[[ Material for the task open ]]

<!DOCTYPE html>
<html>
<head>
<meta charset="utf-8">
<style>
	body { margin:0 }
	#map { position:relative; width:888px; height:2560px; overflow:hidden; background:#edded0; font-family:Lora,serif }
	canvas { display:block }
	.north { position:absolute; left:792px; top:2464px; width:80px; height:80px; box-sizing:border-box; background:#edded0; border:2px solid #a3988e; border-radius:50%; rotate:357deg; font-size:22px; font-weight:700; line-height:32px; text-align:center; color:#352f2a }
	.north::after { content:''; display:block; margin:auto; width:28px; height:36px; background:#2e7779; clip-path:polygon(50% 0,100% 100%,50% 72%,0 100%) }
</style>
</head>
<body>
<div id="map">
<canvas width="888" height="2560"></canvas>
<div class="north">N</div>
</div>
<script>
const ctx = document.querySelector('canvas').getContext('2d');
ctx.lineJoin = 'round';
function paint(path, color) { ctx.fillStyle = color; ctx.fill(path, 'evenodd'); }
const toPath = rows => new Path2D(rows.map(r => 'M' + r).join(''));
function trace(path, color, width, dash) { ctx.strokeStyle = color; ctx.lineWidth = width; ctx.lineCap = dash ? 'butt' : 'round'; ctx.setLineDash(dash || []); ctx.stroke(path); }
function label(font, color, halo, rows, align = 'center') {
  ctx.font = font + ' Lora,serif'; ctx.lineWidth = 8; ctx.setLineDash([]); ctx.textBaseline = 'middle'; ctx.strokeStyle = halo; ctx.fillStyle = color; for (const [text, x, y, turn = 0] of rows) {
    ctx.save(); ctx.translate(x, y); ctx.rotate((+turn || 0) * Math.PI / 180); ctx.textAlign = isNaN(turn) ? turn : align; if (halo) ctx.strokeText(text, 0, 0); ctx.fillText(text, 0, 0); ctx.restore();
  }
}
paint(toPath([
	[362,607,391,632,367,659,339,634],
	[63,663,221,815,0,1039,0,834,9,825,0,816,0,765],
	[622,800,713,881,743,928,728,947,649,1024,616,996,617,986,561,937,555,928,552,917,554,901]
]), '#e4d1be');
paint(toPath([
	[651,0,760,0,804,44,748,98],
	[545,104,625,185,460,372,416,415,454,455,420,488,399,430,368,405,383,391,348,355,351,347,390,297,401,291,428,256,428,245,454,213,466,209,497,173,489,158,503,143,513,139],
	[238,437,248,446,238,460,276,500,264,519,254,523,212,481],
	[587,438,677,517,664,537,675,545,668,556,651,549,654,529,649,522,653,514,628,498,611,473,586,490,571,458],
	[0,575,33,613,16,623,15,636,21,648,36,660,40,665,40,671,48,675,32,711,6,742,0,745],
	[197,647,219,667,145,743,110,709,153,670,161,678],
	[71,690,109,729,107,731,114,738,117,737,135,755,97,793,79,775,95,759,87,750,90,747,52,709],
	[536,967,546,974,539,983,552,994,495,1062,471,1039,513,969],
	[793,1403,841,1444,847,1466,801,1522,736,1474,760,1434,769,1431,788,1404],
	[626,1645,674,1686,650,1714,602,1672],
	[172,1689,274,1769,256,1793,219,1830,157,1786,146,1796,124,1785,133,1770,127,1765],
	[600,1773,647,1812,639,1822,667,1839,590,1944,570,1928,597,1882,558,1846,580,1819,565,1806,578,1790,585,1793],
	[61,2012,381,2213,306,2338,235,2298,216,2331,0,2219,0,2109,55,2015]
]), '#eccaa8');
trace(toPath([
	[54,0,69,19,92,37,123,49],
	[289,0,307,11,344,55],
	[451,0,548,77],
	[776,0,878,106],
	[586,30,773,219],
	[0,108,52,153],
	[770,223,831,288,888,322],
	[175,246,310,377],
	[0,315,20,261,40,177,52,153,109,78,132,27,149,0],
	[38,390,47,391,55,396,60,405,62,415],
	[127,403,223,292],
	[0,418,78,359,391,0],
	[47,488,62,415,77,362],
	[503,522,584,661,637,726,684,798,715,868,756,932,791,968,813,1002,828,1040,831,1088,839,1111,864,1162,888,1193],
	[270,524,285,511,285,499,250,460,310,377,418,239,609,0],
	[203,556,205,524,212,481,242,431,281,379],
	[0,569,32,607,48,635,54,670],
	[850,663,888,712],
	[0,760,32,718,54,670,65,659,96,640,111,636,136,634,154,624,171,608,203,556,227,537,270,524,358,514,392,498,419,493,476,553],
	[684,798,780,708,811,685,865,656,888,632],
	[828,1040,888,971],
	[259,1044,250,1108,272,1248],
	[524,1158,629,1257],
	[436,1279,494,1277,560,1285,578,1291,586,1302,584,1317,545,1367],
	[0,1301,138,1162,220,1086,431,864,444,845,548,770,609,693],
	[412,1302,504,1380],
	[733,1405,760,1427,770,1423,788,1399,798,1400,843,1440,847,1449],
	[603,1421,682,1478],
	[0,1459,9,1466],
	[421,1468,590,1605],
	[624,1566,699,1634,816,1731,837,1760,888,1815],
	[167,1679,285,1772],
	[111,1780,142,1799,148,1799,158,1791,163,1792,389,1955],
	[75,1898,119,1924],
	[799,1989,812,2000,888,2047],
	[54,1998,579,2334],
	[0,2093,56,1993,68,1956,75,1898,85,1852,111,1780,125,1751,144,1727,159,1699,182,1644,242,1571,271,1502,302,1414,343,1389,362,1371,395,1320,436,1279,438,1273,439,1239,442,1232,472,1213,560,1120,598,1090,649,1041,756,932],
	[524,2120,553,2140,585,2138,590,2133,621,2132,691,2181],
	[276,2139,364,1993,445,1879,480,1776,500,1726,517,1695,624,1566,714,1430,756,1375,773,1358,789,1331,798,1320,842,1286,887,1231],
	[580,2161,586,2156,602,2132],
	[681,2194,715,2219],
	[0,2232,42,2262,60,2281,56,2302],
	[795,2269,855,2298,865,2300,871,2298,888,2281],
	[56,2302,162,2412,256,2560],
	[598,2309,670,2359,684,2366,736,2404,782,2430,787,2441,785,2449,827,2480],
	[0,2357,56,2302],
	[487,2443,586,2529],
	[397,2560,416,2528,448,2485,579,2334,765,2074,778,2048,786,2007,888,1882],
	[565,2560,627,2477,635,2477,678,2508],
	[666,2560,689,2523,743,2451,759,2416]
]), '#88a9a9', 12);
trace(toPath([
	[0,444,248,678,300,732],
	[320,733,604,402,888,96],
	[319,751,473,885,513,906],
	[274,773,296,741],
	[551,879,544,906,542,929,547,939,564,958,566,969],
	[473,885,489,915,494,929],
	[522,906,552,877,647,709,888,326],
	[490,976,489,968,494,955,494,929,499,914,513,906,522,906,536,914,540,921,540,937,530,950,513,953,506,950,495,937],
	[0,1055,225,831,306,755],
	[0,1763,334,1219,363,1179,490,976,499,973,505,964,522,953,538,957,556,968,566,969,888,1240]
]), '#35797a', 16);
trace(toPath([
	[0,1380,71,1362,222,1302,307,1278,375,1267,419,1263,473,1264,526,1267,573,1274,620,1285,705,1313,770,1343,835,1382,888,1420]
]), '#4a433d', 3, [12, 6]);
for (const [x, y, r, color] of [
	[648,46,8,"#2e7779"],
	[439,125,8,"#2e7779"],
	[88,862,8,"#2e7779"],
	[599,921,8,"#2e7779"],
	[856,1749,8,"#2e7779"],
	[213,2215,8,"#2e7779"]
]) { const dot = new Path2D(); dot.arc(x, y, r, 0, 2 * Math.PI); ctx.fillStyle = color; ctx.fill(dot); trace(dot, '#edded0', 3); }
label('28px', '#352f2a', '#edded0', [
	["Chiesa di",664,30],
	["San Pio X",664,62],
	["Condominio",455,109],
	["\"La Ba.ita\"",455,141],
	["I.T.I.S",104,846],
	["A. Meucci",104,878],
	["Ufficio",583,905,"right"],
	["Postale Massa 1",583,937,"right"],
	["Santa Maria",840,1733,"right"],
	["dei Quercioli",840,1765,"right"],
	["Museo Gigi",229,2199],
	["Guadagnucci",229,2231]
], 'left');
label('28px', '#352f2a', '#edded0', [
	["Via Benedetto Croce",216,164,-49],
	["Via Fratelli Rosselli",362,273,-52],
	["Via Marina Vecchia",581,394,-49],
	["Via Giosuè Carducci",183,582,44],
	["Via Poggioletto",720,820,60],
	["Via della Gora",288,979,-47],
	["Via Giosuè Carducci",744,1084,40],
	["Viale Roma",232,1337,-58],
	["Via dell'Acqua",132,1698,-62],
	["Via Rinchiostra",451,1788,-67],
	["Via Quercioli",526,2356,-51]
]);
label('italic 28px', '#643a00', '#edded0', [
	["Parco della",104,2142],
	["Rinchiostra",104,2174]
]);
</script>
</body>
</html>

[[ Material for the task closed ]]

Filter the entries above down to the lines that hold the word "function", and copy those lines.

• _Solution to this problem_:
function paint(path, color) { ctx.fillStyle = color; ctx.fill(path, 'evenodd'); }
function trace(path, color, width, dash) { ctx.strokeStyle = color; ctx.lineWidth = width; ctx.lineCap = dash ? 'butt' : 'round'; ctx.setLineDash(dash || []); ctx.stroke(path); }
function label(font, color, halo, rows, align = 'center') {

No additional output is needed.